Trata de ver constantemente dos estados: el estado real que ves y el estado deseado. La mayoría del tiempo estamos en un estado más bien latente, y la forma en la que la persona se establece, depende de ella. Si se te dan despertamientos positivos o negativos desde Arriba, tú comienzas a actuar. Pero si no eres empujado desde atrás, estás medio dormido, como en un sueño. Es aquí donde se concentra el trabajo principal, la búsqueda de cómo estimularte a ti mismo. Esto es el fin de que veas tu estado con la Luz verdadera y que imagines el estado deseado, de manera que la brecha entre ambos te muestre cuán equivocado estás y cuánto más hay por hacer. Entonces, empiezas a buscar los medios para cambiar tu estado.
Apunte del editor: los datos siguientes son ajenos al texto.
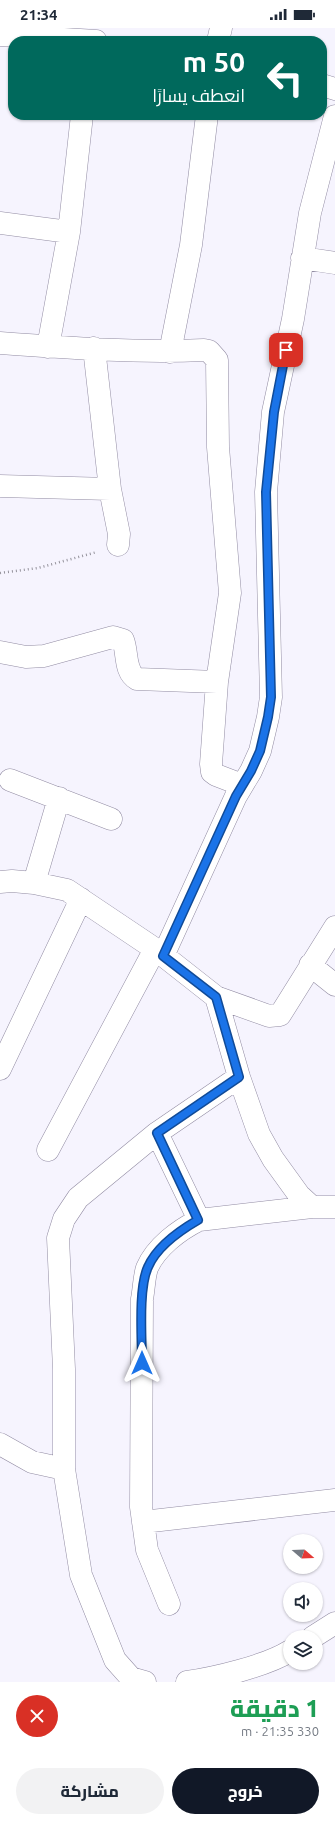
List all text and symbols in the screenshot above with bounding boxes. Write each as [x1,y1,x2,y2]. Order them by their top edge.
text: 21:34 [20,6,58,23]
text: 50 m [183,46,245,77]
icon: left [259,52,311,104]
text: انعطف يسارًا [152,85,245,105]
pin [269,333,303,367]
icon: arrive [275,339,297,361]
position arrow [121,1342,163,1384]
north arrow [283,1534,323,1574]
map controls [283,1534,323,1670]
button: sound [283,1582,323,1622]
button: layers [283,1630,323,1670]
button: close [16,1695,58,1737]
text: 1 دقيقة [230,1695,319,1722]
text: 330 m · 21:35 [241,1724,319,1738]
button: مشاركة [16,1768,164,1814]
button: خروج [172,1768,319,1814]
Todo depende del despertar desde abajo, pero obtienes la energía para eso desde afuera, porque no hay nada en nosotros, excepto la máquina que se despierta bajo la influencia de una fuerza externa. Al igual que un motor que funciona sólo si se recibe combustible o la electricidad continuamente. En el momento en que el suministro de energía se interrumpe, éste se detiene inmediatamente. Esta energía operante, puede venir de de la fuente real, del Creador, y obligar a nuestro motor a funcionar, o puede venir cuando la persona la evoca por sí misma. Esta es la parte humana del motor, cuando la persona se conecta con la red eléctrica y funciona por sí misma.
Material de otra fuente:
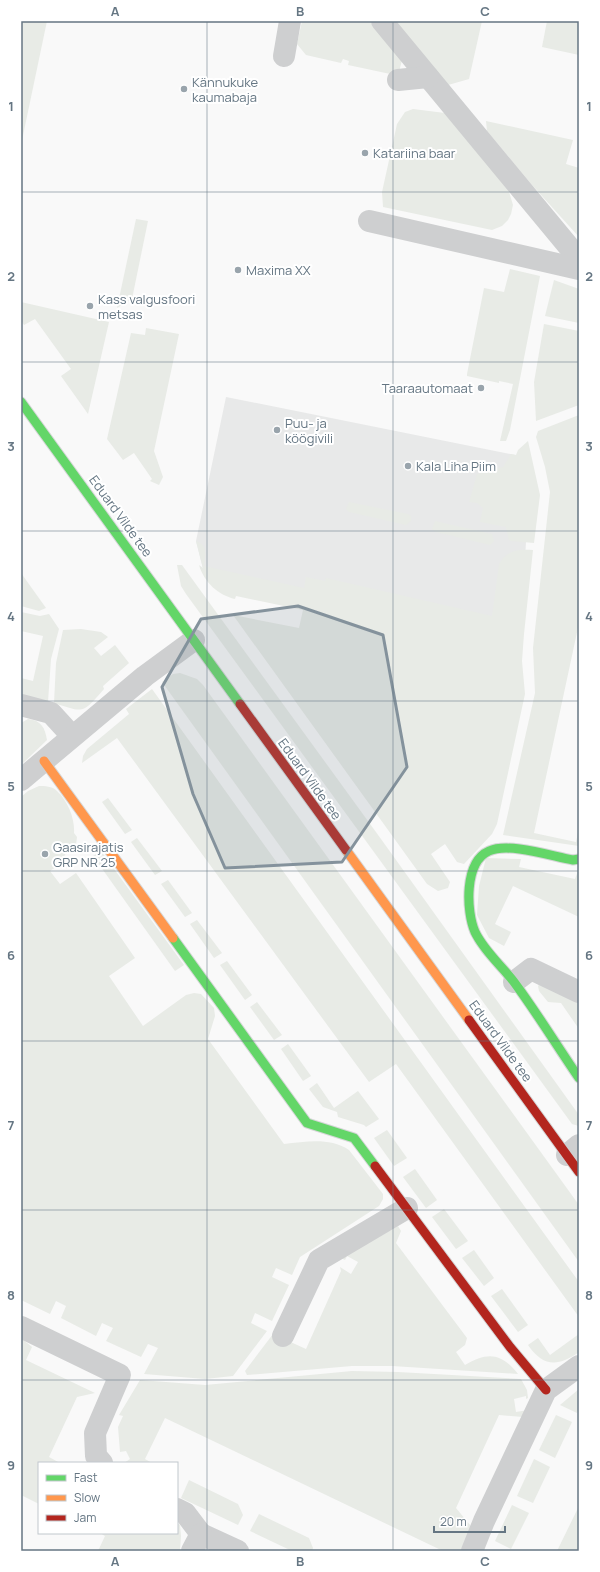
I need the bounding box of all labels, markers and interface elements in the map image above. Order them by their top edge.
text: A [111,2,120,20]
text: B [296,2,304,20]
text: C [480,2,490,20]
place label: Kännukuke kaumabaja [192,73,259,106]
marker: Kännukuke kaumabaja [179,84,189,94]
text: 1 [8,97,14,115]
text: 1 [586,97,592,115]
place label: Katariina baar [373,144,456,162]
marker: Katariina baar [360,148,370,158]
place label: Maxima XX [246,261,311,279]
marker: Maxima XX [233,265,243,275]
text: 2 [7,267,15,285]
text: 2 [585,267,593,285]
place label: Kass valgusfoori metsas [98,290,195,323]
marker: Kass valgusfoori metsas [85,301,95,311]
place label: Taaraautomaat [382,379,473,397]
marker: Taaraautomaat [476,383,486,393]
place label: Puu- ja köögivili [285,414,333,447]
marker: Puu- ja köögivili [272,425,282,435]
text: 3 [7,437,15,455]
text: 3 [585,437,593,455]
place label: Kala Liha Piim [416,457,496,475]
marker: Kala Liha Piim [403,461,413,471]
street label: Eduard Vilde tee [85,472,157,561]
text: 4 [7,607,15,625]
text: 4 [585,607,593,625]
street label: Eduard Vilde tee [274,735,346,824]
text: 5 [7,777,15,795]
text: 5 [585,777,593,795]
place label: Gaasirajatis GRP NR 25 [53,838,124,871]
marker: Gaasirajatis GRP NR 25 [40,849,50,859]
text: 6 [7,946,15,964]
text: 6 [585,946,593,964]
street label: Eduard Vilde tee [465,997,537,1086]
text: 7 [8,1116,15,1134]
text: 7 [586,1116,593,1134]
text: 8 [7,1286,15,1304]
text: 8 [585,1286,593,1304]
text: 9 [7,1456,15,1474]
text: 9 [585,1456,593,1474]
legend [38,1462,178,1534]
text: Fast [74,1469,98,1486]
text: Slow [74,1489,100,1506]
scale bar [434,1508,505,1534]
text: Jam [74,1509,96,1526]
text: 20 m [440,1513,467,1530]
text: A [111,1552,120,1570]
text: B [296,1552,304,1570]
text: C [480,1552,490,1570]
Tú puedes operar sólo por medio del grupo, por la equivalencia de forma. Cuanto más adaptable seas a la fuente de energía superior, al proveedor de electricidad, en el otorgamiento y en un deseo de hacer el bien a los demás y al Creador, más fácilmente te conectas con el origen de la electricidad, con la Luz. Y entonces la Luz influye en ti y opera tu motor.

La energía de la vida siempre viene de afuera, de la Luz. Nosotros recibimos constantemente una pequeña chispa de vitalidad que nos vivifica y nos permite existir. Además de esta chispa, recibimos un despertar desde Arriba, de acuerdo al tiempo, a diferentes períodos, y a los cambios individuales y globales que uno debe atravesar.
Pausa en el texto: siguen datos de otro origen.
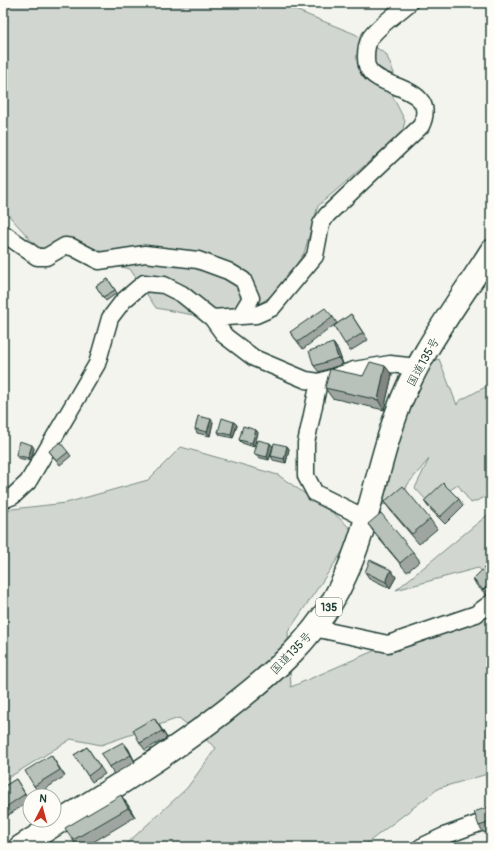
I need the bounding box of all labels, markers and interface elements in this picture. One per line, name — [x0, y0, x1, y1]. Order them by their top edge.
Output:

Todo depende siempre de nuestro despertar desde abajo que es la parte principal. Todo nuestro avance es por medio del despertar desde abajo, todos los 125 pasos los  atravesamos mientras percibimos una deficiencia de nuestra parte. Tenemos que operar nuestra máquina nosotros mismos, por medio del anhelo del otorgamiento. Al operar de esta manera avanzamos paso a paso y cada vez nuestras acciones se vuelven más cualitativas.

(76044 – De la 1º parte de la lección diaria de Cabalá del 23 de Abril del 2012, Escritos de Rabash)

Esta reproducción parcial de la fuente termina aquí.